*WHAT YOU WILL DO*: Using the string "service" as the key, pull each matching line out of the records below.
** INFORMATION GIVEN follows **
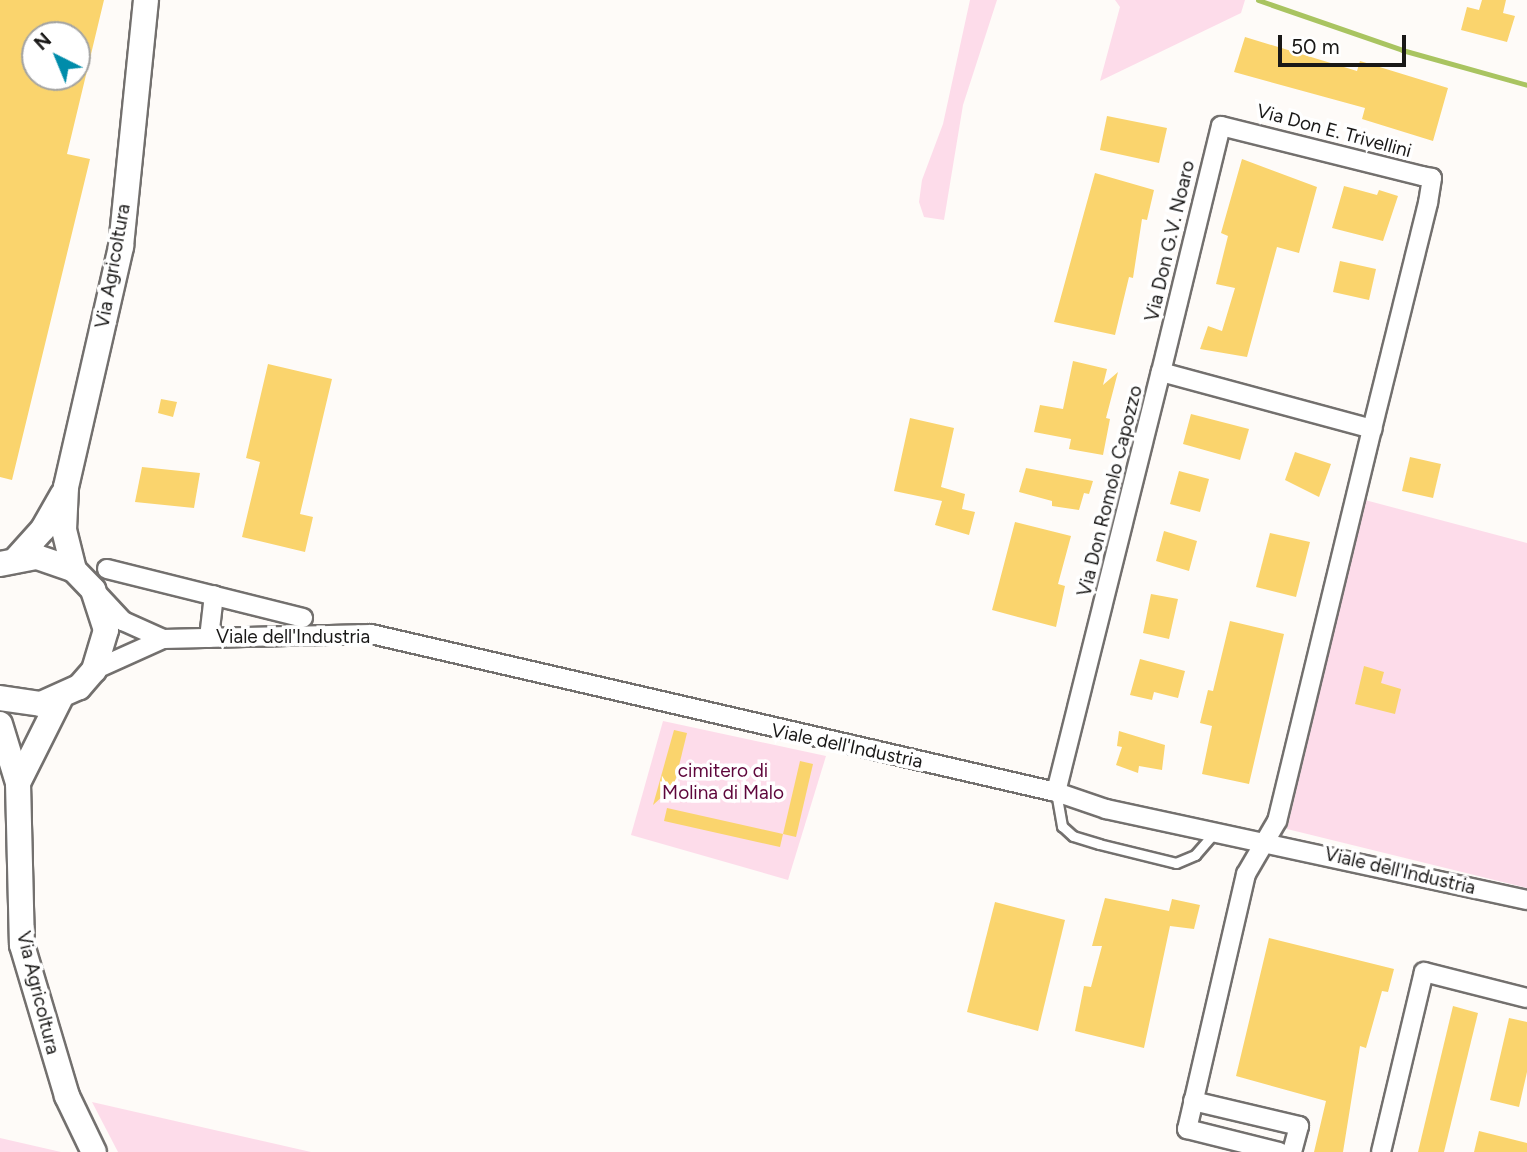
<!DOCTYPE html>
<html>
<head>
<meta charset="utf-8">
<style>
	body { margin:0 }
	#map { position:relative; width:1527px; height:1152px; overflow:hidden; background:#fefbf8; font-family:Figtree,sans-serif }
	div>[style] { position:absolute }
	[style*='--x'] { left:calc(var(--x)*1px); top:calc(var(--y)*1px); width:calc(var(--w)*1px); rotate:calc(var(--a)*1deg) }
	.green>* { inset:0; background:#fddcea }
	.stream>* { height:5px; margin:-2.5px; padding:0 2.5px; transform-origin:2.5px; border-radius:2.5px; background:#a9c461 }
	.building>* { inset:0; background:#fad46d }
	.roads { filter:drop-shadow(2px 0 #73706e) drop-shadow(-2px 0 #73706e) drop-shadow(0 2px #73706e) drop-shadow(0 -2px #73706e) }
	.service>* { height:9px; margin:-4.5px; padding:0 4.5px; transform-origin:4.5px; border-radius:4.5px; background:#fff }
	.minor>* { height:18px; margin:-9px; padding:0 9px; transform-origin:9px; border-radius:9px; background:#fff }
	.secondary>* { height:24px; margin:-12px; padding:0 12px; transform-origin:12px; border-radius:12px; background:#fff }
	span { translate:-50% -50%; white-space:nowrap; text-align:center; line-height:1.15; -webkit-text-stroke:7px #fff; paint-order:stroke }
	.street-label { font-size:19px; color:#191817 }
	.park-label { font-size:19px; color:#5e063b }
	.north { position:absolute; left:21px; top:21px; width:70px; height:70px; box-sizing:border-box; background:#fff; border:2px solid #a3a3a2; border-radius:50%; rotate:317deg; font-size:19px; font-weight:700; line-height:28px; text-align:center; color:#191817 }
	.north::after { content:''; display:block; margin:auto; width:24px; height:32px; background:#008caa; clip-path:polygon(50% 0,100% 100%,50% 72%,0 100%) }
	.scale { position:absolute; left:1278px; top:35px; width:128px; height:32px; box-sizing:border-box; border:4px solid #191817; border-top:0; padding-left:9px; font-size:21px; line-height:24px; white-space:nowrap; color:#191817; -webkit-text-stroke:5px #fff; paint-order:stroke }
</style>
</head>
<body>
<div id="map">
	<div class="green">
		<div style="clip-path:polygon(970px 0,997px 0,963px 105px,944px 220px,924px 217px,919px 202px,922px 180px,943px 124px)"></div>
		<div style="clip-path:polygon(1115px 0,1245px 0,1241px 13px,1100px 81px,1120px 7px)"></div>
		<div style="clip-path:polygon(1365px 500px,1527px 543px,1527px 888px,1287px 829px)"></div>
		<div style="clip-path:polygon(663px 721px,826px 756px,788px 880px,631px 835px)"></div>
		<div style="clip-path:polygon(92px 1102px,311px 1152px,118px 1152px)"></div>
		<div style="clip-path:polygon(0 1138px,61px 1152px,0 1152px)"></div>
	</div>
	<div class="stream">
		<div style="--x:1258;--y:0;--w:152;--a:19.1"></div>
		<div style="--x:1402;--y:50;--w:130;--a:15.6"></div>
	</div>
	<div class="building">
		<div style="clip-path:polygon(evenodd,0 0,104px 0,67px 154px,90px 159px,12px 480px,0 477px,0 0,35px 35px,77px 35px,77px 77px,35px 77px,35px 35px)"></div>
		<div style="clip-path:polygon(1482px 0,1506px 0,1503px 13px,1515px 16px,1507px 42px,1461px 30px,1467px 7px,1479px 10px)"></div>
		<div style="clip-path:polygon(1245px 37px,1357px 71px,1360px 61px,1448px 88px,1433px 141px,1362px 119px,1365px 108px,1234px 72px)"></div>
		<div style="clip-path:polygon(1107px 116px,1167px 128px,1159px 163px,1100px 150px)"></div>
		<div style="clip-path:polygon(1242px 159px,1317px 187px,1299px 253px,1277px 247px,1247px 357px,1200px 349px,1208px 326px,1222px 331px,1235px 288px,1216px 284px,1228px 236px,1221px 233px)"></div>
		<div style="clip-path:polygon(1095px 173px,1154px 190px,1147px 220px,1142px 219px,1133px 278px,1129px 277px,1115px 335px,1054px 322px)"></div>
		<div style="clip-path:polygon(1344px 186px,1377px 195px,1379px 190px,1398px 196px,1383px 241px,1332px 228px)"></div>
		<div style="clip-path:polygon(1340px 261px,1376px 269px,1369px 300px,1333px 292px)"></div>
		<div style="clip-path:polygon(1073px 361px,1107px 369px,1103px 385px,1118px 372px,1106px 418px,1110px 419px,1103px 455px,1069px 449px,1071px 439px,1034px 432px,1040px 405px,1063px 409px)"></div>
		<div style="clip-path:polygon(268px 364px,332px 379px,300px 514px,313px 517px,305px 552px,242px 537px,260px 462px,246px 458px)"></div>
		<div style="clip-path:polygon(161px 399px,177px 402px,173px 417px,158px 413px)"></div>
		<div style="clip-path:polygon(1191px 414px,1249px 429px,1240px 460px,1183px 444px)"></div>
		<div style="clip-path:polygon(910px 418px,954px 428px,941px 487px,965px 494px,962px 509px,975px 512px,969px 535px,935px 525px,942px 501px,894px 491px)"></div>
		<div style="clip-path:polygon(1295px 452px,1331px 464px,1319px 497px,1285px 480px)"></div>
		<div style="clip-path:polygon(1410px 457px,1441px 464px,1433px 498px,1402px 491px)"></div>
		<div style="clip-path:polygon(142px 467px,200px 473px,194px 508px,135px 502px)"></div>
		<div style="clip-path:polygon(1026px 468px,1093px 481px,1089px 494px,1084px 493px,1079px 510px,1052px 506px,1052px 501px,1019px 492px)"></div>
		<div style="clip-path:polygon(1179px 471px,1209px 479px,1200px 512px,1170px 504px)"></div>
		<div style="clip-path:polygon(1015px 522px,1071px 536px,1058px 584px,1065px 586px,1056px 627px,992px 610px)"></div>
		<div style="clip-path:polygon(1164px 531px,1197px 541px,1189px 571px,1156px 561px)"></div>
		<div style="clip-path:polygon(1270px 533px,1310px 542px,1296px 597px,1256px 587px)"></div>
		<div style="clip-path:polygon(1151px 594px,1178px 599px,1169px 639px,1143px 633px)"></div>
		<div style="clip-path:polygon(1230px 621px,1284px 634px,1249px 784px,1202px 774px,1212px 726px,1200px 723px,1208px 690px,1213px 691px)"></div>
		<div style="clip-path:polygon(1140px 659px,1185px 671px,1178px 698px,1154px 692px,1152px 700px,1130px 695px)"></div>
		<div style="clip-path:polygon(1364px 666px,1384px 672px,1381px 683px,1401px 689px,1395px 714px,1355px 704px)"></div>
		<div style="clip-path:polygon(674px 730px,687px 733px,674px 786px,653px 805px)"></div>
		<div style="clip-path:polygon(1119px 731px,1165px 745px,1162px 770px,1139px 766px,1138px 773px,1116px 765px,1122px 747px,1117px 746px)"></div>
		<div style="clip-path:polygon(800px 761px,813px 764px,796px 837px,783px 834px)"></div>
		<div style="clip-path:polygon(667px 808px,783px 834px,780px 847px,664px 821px)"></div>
		<div style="clip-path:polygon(1105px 898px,1169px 911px,1172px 899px,1200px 905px,1194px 929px,1170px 926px,1144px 1048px,1075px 1031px,1084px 986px,1091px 987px,1102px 946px,1092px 946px)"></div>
		<div style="clip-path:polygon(995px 902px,1065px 920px,1038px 1031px,967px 1012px)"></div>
		<div style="clip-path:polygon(1269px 938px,1394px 969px,1388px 992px,1382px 991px,1366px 1048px,1360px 1046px,1343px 1152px,1314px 1152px,1326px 1101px,1236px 1076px)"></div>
		<div style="clip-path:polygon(1453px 1006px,1478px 1013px,1444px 1152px,1418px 1152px)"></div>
		<div style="clip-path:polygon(1509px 1018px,1527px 1022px,1527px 1072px,1519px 1107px,1490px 1100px)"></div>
		<div style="clip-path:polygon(1479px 1131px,1527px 1143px,1527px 1152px,1474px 1152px)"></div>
	</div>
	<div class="roads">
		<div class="service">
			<div style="--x:1056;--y:792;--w:35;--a:80"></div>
			<div style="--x:1062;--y:826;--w:15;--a:42"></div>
			<div style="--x:1073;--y:836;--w:27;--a:17"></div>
			<div style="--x:1099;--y:844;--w:79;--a:13.9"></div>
			<div style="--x:1176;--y:863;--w:21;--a:-23"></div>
			<div style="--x:1195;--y:855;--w:29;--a:-49"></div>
		</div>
		<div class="minor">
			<div style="--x:1161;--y:372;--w:253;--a:-76.3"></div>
			<div style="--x:1221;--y:126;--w:207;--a:14"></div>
			<div style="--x:1422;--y:176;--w:10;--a:11"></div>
			<div style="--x:1432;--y:178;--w:25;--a:99"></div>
			<div style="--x:1428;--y:203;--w:233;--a:103.9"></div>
			<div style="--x:107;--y:569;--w:202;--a:14"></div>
			<div style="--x:96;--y:592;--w:40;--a:47"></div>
			<div style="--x:123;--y:621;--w:44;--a:24.2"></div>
			<div style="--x:209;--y:638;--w:43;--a:-83.4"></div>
			<div style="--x:94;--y:670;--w:76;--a:-24.2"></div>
			<div style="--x:163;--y:639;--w:208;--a:-1.4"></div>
			<div style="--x:371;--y:634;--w:703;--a:12.99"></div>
			<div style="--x:1056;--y:792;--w:53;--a:18.8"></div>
			<div style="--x:1106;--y:809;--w:431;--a:12.2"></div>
			<div style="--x:1056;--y:792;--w:433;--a:-76"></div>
			<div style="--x:1161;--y:372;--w:219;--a:15.1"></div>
			<div style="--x:1372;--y:429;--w:403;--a:103.6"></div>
			<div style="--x:1277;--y:821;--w:61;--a:120.3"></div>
			<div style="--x:1246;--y:874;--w:262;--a:103"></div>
			<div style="--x:1187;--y:1129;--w:95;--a:14"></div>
			<div style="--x:1193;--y:1101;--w:109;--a:13.3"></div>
			<div style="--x:1299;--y:1126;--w:27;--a:105"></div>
			<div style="--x:1381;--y:1152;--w:185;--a:-76.6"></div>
			<div style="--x:1424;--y:972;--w:106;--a:14.2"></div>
		</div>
		<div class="secondary">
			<div style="--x:17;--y:558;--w:39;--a:-48"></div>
			<div style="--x:43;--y:529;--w:40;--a:-60.3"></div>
			<div style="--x:0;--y:564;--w:38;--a:-11"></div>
			<div style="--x:37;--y:557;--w:39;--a:19"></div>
			<div style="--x:74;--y:570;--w:28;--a:46"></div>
			<div style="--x:93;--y:590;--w:42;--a:72"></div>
			<div style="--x:106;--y:630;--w:42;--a:106.7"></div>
			<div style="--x:94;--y:670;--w:23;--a:131"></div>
			<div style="--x:79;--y:687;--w:42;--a:155.9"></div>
			<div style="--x:41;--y:704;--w:41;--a:-171.7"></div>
			<div style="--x:74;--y:570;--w:41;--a:-104"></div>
			<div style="--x:64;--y:530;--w:43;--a:-87.3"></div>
			<div style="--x:66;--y:487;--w:247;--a:-77.1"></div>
			<div style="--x:121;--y:246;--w:247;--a:-84.2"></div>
			<div style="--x:0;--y:724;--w:62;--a:73"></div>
			<div style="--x:18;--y:783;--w:162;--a:88.6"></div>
			<div style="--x:22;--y:945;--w:158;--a:73.4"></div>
			<div style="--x:67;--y:1096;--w:62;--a:64.3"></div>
			<div style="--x:18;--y:783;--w:94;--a:-63.4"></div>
		</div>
	</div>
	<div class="street-label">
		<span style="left:1334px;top:131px;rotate:15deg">Via Don E. Trivellini</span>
		<span style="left:1170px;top:241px;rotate:-77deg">Via Don G.V. Noaro</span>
		<span style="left:113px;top:266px;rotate:-80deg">Via Agricoltura</span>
		<span style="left:1110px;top:491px;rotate:-76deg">Via Don Romolo Capozzo</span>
		<span style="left:293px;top:637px">Viale dell'Industria</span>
		<span style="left:847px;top:746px;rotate:12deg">Viale dell'Industria</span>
		<span style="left:1400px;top:871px;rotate:13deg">Viale dell'Industria</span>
		<span style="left:38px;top:993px;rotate:76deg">Via Agricoltura</span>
	</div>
	<div class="park-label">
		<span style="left:723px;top:782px">cimitero di<br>Molina di Malo</span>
	</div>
	<div class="north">N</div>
	<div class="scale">50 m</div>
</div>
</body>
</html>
** End of INFORMATION GIVEN **
*WRITTEN REPLY*:
	.service>* { height:9px; margin:-4.5px; padding:0 4.5px; transform-origin:4.5px; border-radius:4.5px; background:#fff }
		<div class="service">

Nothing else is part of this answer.